Instructional Strategies (those that help with giving instructions)
• Insist on students’ attention when giving instructions. Whatever your method (count down from 5, all gather in, etc.), be sure students have eyes and ears ready for learning when you are teaching. Balls or other implements should be placed on the ground so they are not distracting, and students should be facing you. If outside, be sure they are not facing the sun or other distractions. Be consistent with this throughout the year and you will save yourself a lot of repetition and time!
• Once you have their attention, allow them to travel the perimeter while listening to help increase MVPA.
• Keep instructions brief. No need for extra verbiage. Every extra word is time taken away from their practice.
• When introducing an activity, use “The object is… You do that by…” This gives students the overall object of the game, followed by the basic rules in order of play and importance.
• Use the 80/20 Rule: Most (about 80%) of your students will catch on by listening to your instructions.
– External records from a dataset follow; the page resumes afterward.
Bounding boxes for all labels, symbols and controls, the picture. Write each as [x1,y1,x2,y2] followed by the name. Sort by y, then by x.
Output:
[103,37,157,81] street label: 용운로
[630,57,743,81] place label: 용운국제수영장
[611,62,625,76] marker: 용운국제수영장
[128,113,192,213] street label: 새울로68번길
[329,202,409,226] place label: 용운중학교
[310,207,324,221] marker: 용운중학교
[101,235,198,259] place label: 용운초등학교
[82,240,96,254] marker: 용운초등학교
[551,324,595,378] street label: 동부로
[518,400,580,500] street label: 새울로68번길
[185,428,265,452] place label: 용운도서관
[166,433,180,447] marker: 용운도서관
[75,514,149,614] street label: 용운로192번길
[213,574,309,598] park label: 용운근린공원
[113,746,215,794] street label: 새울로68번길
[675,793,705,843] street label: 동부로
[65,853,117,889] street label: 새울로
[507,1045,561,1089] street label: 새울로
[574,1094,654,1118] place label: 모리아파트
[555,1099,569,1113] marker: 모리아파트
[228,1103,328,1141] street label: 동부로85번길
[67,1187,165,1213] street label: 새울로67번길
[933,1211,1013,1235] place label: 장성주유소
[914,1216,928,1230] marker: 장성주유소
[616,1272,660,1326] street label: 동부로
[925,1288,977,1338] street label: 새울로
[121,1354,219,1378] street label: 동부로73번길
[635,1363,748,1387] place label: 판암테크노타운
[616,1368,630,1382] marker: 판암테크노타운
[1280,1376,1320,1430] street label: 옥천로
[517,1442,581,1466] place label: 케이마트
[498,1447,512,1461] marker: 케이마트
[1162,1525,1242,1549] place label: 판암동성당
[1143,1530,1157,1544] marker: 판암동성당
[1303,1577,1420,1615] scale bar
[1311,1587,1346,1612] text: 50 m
The rest (20%) may not be auditory learners and they will get it once they begin to see others move and play. Don’t ask if they have any questions, as it will slow things down. Once they all begin to play, as you watch and move around the class, find students who aren’t getting it and give them more instruction, or do a demonstration with their group, to help them on their way.
• For some activities, a “show and tell” (demonstration) works the best. As you explain the drill or game, have a centrally located group act it out. Be sure if they do something incorrectly, to correct it and make sure the class knows how it should be done. Obviously, this is not to berate the demonstrators, but to ensure folks know the correct way!
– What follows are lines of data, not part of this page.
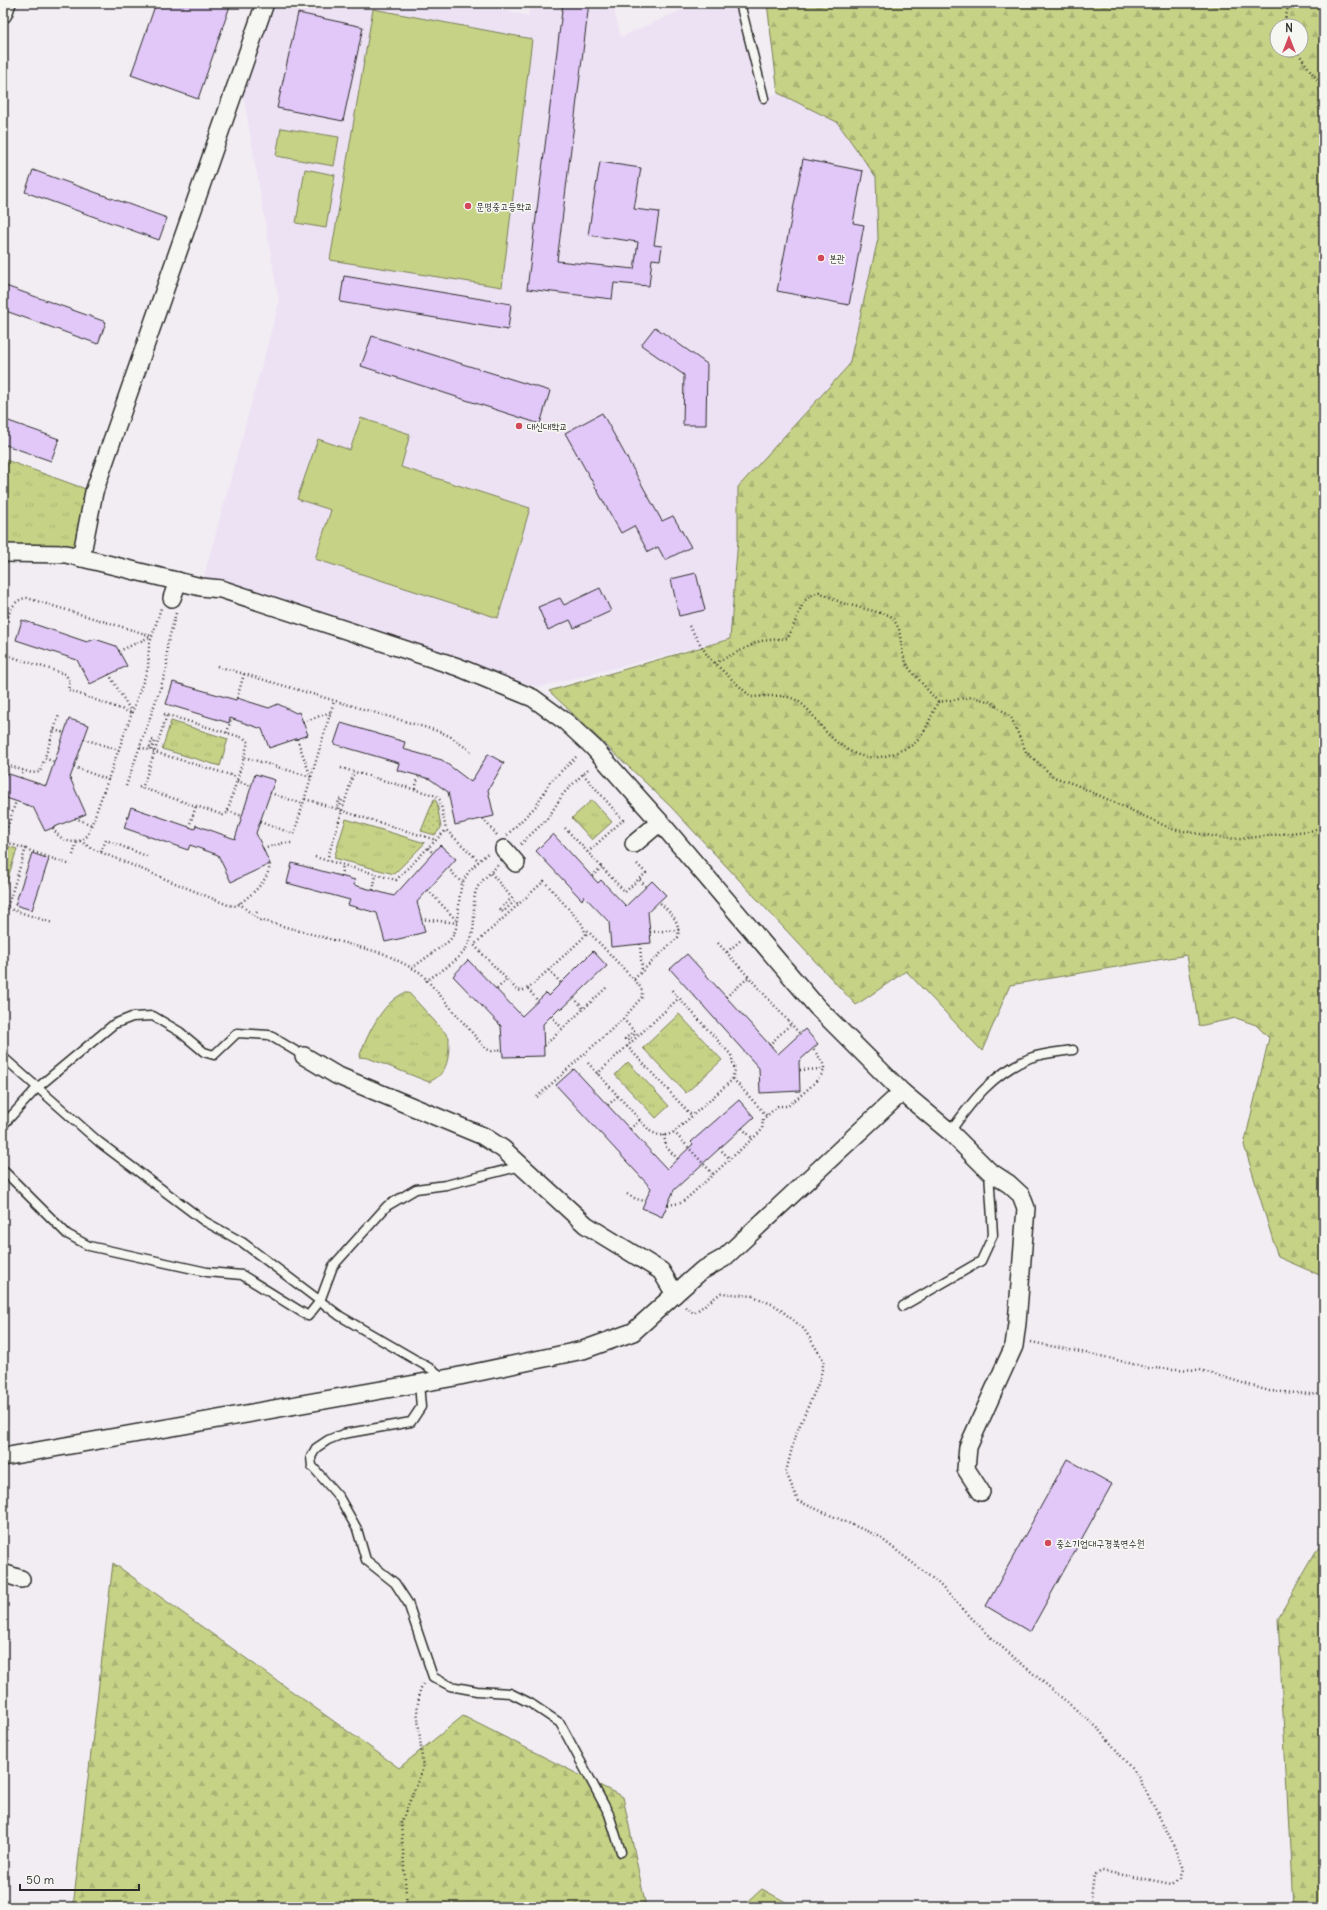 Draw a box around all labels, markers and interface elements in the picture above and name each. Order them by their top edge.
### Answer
north arrow [1269,18,1309,58]
text: N [1285,21,1293,35]
place label: 문명중고등학교 [476,200,532,213]
marker: 문명중고등학교 [463,201,473,211]
place label: 본관 [829,252,845,265]
marker: 본관 [816,253,826,263]
place label: 대신대학교 [527,420,567,433]
marker: 대신대학교 [514,421,524,431]
place label: 중소기업대구경북연수원 [1056,1537,1145,1550]
marker: 중소기업대구경북연수원 [1043,1538,1053,1548]
scale bar [20,1866,139,1892]
text: 50 m [26,1872,55,1887]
• Say the “when” before the “what”. E.g. “When I say ‘go’ how quickly can you find a partner you will work well with?” or “On the music, begin travelling around the perimeter clockwise.” If you don’t, many of your students begin moving before you are finished with instructions and, while their MVPA goes up, they miss what you want them to do so you end up spending more time repeating it to individuals or small groups.
Management Strategies (those that help with managing students or equipment)
• Transitions are traditionally a big time-suck. While you are getting students into pairs or groups, or getting equipment, or moving to a new activity, MVPA typically goes down. But, when you keep MVPA a priority, you can make transitions smooth and quick.
- Use pre-made partners (call them Workout Buddies) that you use for an entire unit. Whenever you say “Find your XX Buddy (e.g. Thumb Wrestling, Imaginary Rope Jumping, Stretching, etc.) they find that specific partner and do that activity immediately. As soon as you see all pairs together and active, use your signal and begin instruction for the next activity or skill.
- For getting equipment, have students choose who in their group will be the Equipment Manager (EM), or assign EMs for a unit, and they quickly distribute and collect equipment while all are listening to instructions.
- When transitioning from one activity to another, have students move around the perimeter or inside the activity area while you set up for the next activity. Or better yet, show them how to set up their area with cones, spots etc. and have them do it themselves.
• Keep your groups small so students have plenty of opportunities to practice skills. Student to Equipment ratios should be no greater than 10-1 and many times will be 1-1 for individual practice of shooting or ball-handling, or 2-1 for partner activities and passing and receiving drills. Small group games should also have fewer rules than the “real” game so there is less time working out the rules and more time practicing.
• When planning your lessons think about group sizes and how they will change throughout the lesson. Keep them similar for smoother transitions. An example of this is to start with an individual activity such as a ball-handling drill where each student has a ball. Transition into a passing activity by finding pre-made partners and the Equipment Manager taking 1 ball back to the cart. They continue to pass until the signal. Then, pairs join together to form a group of 4 to play a mini-game or do another drill. Again, Equipment Managers handle moving equipment to a safe area.
These strategies will help make your class more efficient and increase MVPA for the benefit of all. Just think, an extra 5 minutes of MVPA during a 30-minute daily PE class adds up to an extra 25 minutes per week, 100 minutes per month, and 1,000 minutes in a school year. That’s an extra 33 whole lessons. Just think what you could teach with all that extra time!